What you should do =>
Where a line in the material below has the string "above", please report it.
----
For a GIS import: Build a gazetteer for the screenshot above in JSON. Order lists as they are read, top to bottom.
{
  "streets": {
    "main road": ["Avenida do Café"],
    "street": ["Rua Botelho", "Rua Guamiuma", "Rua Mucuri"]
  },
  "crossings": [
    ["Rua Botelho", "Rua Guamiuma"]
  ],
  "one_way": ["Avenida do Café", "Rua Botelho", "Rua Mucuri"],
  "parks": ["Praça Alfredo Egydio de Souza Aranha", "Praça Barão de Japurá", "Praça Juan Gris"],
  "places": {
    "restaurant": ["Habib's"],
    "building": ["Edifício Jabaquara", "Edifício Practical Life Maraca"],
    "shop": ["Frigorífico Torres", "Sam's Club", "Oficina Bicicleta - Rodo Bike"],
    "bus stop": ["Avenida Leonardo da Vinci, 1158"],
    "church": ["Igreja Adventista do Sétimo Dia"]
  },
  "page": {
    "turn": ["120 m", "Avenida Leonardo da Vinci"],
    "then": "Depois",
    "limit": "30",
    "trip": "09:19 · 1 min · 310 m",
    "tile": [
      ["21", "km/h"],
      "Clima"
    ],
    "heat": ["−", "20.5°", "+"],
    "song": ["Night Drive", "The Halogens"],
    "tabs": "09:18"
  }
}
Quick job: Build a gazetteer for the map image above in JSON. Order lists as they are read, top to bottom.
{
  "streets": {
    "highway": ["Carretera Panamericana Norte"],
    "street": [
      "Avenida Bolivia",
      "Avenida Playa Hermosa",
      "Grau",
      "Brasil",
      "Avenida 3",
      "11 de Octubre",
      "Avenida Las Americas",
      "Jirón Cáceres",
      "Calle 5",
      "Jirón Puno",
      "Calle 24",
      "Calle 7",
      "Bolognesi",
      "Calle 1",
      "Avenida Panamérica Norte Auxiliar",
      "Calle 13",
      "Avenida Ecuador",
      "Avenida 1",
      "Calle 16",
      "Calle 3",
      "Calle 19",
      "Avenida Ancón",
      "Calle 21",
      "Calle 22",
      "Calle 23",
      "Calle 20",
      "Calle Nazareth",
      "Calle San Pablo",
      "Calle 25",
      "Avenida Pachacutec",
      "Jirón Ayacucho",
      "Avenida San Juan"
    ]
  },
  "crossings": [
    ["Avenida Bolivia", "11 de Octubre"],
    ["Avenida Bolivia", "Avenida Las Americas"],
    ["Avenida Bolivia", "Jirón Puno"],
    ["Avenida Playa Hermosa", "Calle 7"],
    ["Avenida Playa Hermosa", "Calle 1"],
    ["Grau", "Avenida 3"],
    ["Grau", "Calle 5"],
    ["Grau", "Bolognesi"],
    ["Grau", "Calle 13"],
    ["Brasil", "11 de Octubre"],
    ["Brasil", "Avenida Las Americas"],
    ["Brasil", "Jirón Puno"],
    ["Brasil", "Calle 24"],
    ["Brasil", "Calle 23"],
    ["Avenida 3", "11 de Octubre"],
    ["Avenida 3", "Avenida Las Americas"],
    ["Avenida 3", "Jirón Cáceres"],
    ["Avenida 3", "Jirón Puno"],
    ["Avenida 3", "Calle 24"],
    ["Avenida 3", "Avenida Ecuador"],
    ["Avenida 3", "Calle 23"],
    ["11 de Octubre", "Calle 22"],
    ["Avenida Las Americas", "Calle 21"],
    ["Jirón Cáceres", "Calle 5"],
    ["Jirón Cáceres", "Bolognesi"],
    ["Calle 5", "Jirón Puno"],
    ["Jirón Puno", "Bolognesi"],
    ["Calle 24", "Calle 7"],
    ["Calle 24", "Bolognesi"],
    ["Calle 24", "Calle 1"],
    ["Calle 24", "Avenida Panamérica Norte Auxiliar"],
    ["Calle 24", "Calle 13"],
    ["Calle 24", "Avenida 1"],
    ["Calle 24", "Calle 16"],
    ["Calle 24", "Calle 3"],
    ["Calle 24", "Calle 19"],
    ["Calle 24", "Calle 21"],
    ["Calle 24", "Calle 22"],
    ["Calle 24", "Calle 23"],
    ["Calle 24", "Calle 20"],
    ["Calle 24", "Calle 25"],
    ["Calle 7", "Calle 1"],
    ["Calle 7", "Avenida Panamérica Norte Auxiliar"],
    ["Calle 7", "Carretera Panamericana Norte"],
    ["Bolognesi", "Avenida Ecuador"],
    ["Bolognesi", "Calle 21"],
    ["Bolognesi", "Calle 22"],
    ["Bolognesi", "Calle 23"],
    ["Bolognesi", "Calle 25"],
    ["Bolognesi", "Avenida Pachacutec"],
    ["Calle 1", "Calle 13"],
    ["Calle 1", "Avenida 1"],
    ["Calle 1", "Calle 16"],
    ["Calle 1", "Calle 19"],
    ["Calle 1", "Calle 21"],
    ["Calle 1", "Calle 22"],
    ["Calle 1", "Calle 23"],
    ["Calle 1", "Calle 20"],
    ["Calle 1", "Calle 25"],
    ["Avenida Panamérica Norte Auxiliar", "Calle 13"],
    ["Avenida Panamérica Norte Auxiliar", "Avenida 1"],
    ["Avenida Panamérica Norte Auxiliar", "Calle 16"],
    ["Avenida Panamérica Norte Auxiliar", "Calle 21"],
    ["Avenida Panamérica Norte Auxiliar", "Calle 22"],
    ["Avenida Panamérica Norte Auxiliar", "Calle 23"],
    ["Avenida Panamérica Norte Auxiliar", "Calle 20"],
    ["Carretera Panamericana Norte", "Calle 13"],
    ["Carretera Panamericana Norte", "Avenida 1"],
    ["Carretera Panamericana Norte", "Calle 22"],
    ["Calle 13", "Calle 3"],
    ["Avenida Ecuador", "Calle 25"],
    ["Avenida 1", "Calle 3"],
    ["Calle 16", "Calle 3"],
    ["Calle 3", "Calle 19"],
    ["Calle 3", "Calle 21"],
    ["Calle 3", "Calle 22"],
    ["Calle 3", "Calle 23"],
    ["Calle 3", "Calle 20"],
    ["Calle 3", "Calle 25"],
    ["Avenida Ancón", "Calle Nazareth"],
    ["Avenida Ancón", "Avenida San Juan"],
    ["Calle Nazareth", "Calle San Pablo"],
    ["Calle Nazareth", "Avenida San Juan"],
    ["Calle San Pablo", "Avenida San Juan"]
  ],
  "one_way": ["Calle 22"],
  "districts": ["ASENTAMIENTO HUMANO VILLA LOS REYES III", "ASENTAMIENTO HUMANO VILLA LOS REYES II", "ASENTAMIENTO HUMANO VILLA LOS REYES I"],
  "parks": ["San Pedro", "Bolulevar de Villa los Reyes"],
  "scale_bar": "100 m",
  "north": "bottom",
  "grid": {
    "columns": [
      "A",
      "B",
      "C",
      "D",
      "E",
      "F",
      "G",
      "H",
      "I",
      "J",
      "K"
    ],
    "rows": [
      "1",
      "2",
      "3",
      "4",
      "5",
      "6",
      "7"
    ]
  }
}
----
Response to the exercise =>
For a GIS import: Build a gazetteer for the screenshot above in JSON. Order lists as they are read, top to bottom.
Quick job: Build a gazetteer for the map image above in JSON. Order lists as they are read, top to bottom.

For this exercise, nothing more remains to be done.